Ígur salió temprano a ver al Secretario de Bruijma, y nada más salir del edificio se dio cuenta de que eludía la contemplación de los mimos que yacían a pocos metros, el uno completamente encogido casi sobre el fuego, el augusto intentando desentumecerse.

En la antesala del Secretario Pauli Francis esperó dos horas y media y, por lo tanto, tuvo tiempo de todo, de indignarse, de relajarse, de evocar los coitos con Sadó, de compararla con Fei y resolver que no quería dejar de ver a ninguna de las dos y, sobre todo, de darle doscientas vueltas más a la cuestión principalmente terrible, la de Debrel y Guipria. Cuanto más pensaba, menos entendía ya no el silencio de Ifact, sino la pasividad de la institución ante el flagrante incumplimiento de sus designios. ¿De dónde provenía la orden? Decidió esperar a ver qué pasaba, consciente de hasta qué punto, tratándose de lo que se trataba, podía ser fuente de sorpresas desagradables. Por primera vez pensó seriamente en la posibilidad de desacatar la orden, y eso lo enardeció hasta tal punto que tuvo que controlarse para no empezar a argumentar y a gesticular solo.
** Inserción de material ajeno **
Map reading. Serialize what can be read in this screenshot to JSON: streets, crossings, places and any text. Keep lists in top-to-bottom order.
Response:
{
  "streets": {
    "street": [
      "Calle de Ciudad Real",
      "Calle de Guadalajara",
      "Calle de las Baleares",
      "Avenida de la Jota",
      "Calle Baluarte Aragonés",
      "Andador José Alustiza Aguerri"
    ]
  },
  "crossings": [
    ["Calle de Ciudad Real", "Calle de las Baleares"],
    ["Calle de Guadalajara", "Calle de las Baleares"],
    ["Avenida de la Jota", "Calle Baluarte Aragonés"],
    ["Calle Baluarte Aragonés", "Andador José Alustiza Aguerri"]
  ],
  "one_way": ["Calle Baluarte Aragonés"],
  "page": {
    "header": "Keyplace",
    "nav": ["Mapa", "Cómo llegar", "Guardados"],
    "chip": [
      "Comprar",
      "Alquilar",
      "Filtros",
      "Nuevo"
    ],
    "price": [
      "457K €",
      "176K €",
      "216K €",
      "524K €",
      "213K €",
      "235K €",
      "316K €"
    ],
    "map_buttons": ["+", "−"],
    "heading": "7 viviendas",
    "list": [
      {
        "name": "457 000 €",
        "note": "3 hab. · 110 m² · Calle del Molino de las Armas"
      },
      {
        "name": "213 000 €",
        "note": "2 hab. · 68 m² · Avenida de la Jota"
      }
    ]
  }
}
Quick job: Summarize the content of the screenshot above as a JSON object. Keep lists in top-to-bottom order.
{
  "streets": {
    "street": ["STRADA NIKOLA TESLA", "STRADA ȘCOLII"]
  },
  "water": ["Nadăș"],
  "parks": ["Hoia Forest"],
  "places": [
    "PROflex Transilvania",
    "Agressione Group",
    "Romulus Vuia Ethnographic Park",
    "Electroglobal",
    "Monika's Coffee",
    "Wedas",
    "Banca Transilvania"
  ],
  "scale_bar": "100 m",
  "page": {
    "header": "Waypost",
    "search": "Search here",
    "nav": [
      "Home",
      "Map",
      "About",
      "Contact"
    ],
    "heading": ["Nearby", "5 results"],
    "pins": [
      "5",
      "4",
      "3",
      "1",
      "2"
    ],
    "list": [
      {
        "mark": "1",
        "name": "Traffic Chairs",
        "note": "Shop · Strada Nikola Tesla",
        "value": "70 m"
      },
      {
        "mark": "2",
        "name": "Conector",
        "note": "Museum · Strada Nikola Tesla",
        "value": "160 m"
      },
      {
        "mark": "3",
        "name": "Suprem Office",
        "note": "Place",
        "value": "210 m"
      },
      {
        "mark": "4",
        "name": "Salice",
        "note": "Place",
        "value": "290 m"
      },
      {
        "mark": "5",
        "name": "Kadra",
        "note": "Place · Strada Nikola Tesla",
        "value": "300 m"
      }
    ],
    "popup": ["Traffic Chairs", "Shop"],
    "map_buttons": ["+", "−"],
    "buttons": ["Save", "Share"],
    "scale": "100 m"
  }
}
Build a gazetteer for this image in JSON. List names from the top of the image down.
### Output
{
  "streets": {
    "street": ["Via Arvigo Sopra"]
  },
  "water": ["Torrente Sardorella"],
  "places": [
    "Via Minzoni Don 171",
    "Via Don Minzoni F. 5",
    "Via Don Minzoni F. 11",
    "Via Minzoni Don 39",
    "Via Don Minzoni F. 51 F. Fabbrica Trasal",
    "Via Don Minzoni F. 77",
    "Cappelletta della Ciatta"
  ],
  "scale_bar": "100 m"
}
Finalmente el ujier lo condujo al despacho del Secretario Francis.

– Caballero -le dijo sin preámbulos-, os hago saber que el Príncipe Bruijma os concede el honor de hacerse cargo de la Eponimia de la Expedición al Laberinto, que a partir de este momento pasa a llamarse Entrada Bruijma; el resto de las condiciones están en la hoja que os será entregada cuando salgáis. Sólo me queda deciros dos cosas: Primera, que a partir de ahora quedáis relevado de la dependencia prioritaria de la Equemitía de Recursos Primordiales, y que, por lo tanto, cualquier decisión importante que tengáis que tomar, no tan sólo referente al Laberinto, se nos consultará previamente sin excusa. Y segunda, tengo entendido que habéis protagonizado un incidente desde cualquier punto de vista indigno y lamentable, al término del cual habéis ofendido gravemente a Su Excelencia el Agon de los Meditadores. Puesto que el Principado no puede involucrarse, ni tan siquiera de nombre, en cuestiones tabernarias, concertaremos de inmediato un desagravio público con Su Excelencia el Agon, en presencia de todos los asistentes a la ofensa.

– Señor, si me permitís… -empezó Ígur, pero el otro le cortó.

– No repliquéis, Caballero. Es condición indispensable si queréis la Eponimia del Príncipe. Si os negáis, no tan sólo no la obtendréis, sino que dudo mucho que consigáis alguna otra. -Hizo una pausa para comprobar que Ígur se tragaba el silencio-. Para que sea explícito y manifiesto que el Príncipe Bruijma no tiene parte en el asunto, se tramitará el desagravio a través de la Equemitía, y será el último protocolo que cursaréis a través de dicha institución. -Esperó a que Ígur asintiese, y prosiguió-: Pasad al despacho de mi asistente, que introducirá las claves necesarias en vuestro sello y os hará entrega de las condiciones; todo, naturalmente, sujeto al cumplimiento del desagravio, que vigilaremos de cerca.